**** Material for the task

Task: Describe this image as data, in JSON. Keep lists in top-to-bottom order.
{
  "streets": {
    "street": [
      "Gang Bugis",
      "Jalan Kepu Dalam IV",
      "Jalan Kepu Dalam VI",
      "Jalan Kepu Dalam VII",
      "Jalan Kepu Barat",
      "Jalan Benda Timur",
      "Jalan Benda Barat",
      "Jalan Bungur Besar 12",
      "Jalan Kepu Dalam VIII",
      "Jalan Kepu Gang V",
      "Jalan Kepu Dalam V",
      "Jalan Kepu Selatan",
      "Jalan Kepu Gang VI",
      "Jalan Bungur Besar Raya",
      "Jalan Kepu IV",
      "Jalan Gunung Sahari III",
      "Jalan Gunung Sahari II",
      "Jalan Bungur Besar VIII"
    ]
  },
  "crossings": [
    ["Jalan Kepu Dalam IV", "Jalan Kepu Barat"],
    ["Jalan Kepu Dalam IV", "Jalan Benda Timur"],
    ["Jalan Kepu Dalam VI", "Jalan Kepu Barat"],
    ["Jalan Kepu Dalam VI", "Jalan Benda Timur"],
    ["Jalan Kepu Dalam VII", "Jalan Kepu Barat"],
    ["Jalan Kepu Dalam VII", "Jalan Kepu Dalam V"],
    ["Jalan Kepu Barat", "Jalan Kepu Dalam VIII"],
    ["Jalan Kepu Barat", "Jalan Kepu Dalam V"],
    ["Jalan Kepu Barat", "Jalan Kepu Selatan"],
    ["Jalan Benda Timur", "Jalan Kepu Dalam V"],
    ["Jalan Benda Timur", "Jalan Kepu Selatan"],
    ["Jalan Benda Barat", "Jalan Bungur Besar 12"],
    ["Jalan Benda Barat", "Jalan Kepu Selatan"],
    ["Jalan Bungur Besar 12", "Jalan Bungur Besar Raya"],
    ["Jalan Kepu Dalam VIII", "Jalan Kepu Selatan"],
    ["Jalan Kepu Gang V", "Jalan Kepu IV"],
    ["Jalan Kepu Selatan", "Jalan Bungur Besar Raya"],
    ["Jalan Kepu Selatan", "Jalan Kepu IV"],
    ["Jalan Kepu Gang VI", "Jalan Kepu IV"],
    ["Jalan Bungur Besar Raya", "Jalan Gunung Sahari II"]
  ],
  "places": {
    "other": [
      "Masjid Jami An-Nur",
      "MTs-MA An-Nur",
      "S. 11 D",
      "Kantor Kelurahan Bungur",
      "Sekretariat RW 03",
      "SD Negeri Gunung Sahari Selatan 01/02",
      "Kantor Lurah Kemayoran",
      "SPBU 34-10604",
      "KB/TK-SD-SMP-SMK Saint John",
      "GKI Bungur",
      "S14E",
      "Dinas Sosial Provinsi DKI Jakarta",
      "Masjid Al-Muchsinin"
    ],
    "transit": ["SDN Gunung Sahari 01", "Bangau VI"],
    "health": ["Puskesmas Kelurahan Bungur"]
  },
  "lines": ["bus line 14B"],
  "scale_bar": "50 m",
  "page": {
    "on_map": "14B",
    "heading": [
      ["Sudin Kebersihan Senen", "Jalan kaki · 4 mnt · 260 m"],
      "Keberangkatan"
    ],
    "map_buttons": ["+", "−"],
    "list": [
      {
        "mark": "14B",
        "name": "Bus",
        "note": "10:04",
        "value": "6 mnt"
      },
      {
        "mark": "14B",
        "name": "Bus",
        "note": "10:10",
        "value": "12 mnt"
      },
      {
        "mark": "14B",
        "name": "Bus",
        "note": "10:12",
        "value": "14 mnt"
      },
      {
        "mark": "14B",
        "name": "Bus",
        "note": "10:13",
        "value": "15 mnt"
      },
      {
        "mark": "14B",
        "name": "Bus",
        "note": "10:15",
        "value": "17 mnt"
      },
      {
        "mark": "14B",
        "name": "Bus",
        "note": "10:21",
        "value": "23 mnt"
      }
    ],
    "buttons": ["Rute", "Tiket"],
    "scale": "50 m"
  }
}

********
**** Material for the task

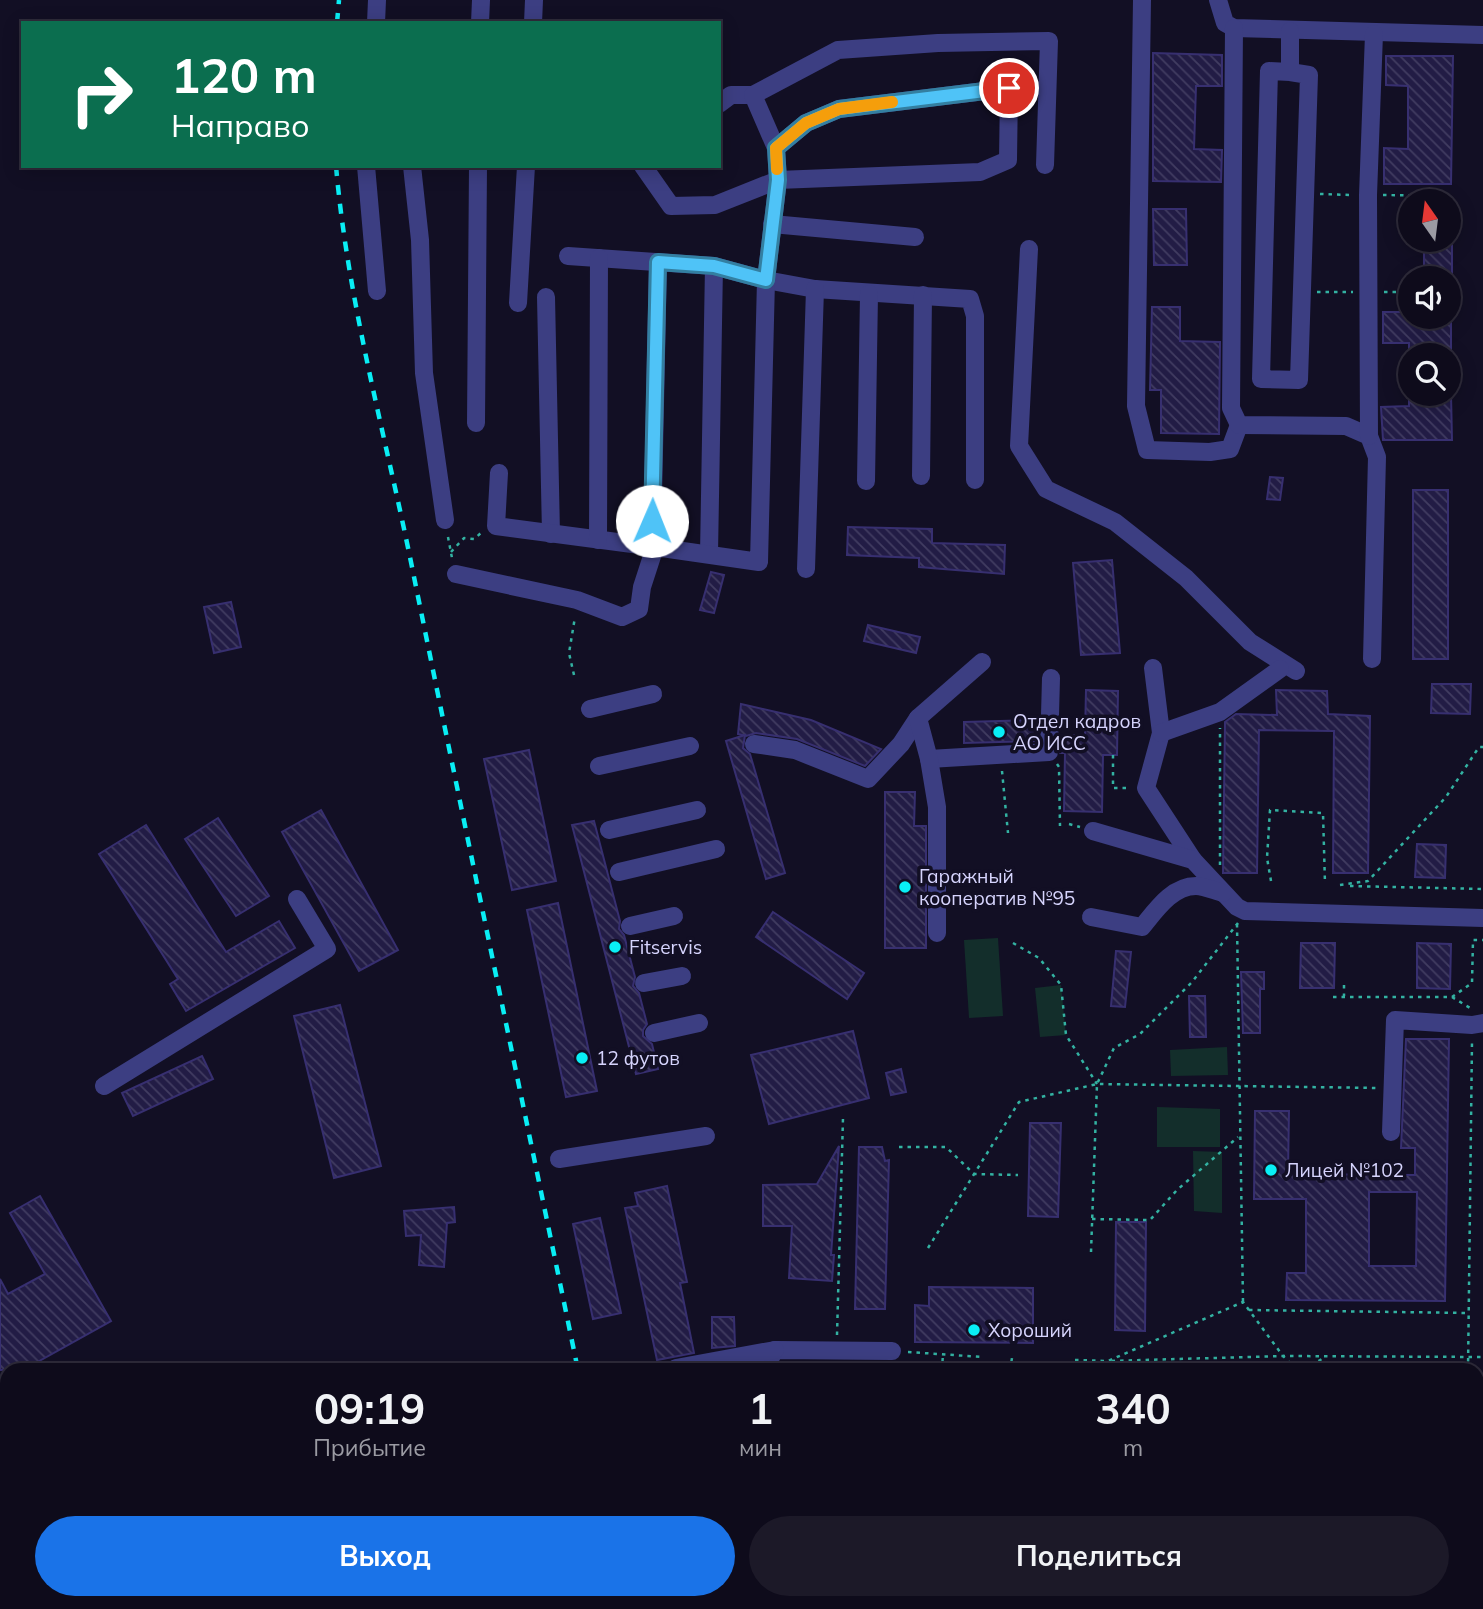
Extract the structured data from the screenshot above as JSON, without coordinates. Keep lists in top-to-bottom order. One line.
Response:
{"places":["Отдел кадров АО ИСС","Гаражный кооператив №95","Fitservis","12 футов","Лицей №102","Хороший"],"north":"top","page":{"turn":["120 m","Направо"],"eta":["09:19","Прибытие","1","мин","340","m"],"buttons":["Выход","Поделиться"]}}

********
**** Material for the task

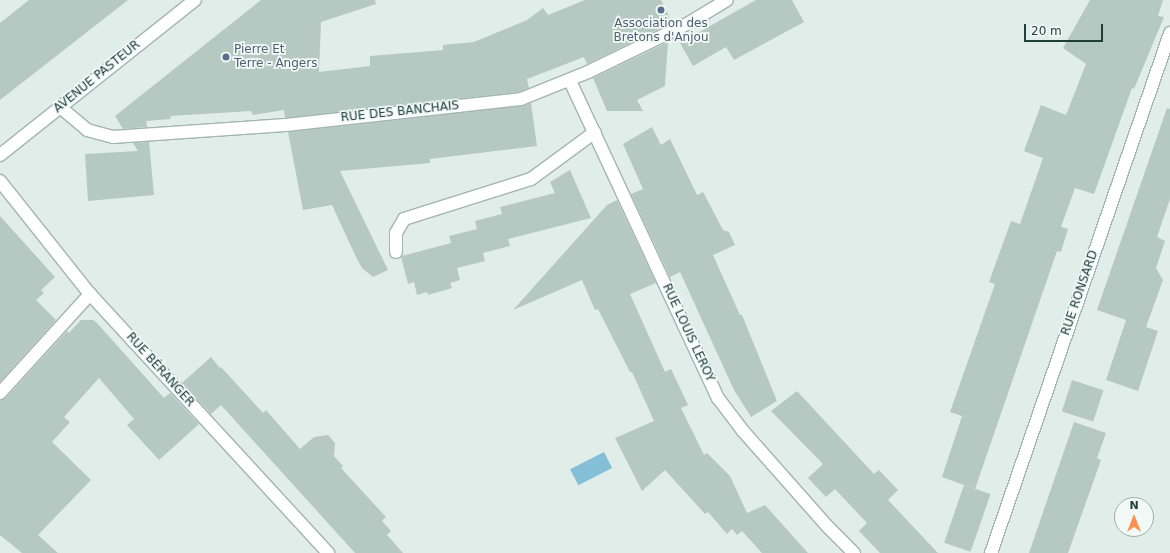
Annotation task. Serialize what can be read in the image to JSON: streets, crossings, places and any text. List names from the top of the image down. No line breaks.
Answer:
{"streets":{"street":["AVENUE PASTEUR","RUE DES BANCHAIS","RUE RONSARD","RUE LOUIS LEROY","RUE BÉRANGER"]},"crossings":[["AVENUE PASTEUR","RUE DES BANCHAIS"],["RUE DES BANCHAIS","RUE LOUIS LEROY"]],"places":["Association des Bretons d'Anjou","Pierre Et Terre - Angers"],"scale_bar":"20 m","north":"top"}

********

Go through the records above and return each line in which the word "from" occurs.

Extract the structured data from the screenshot above as JSON, without coordinates. Keep lists in top-to-bottom order. One line.
Annotation task. Serialize what can be read in the image to JSON: streets, crossings, places and any text. List names from the top of the image down. No line breaks.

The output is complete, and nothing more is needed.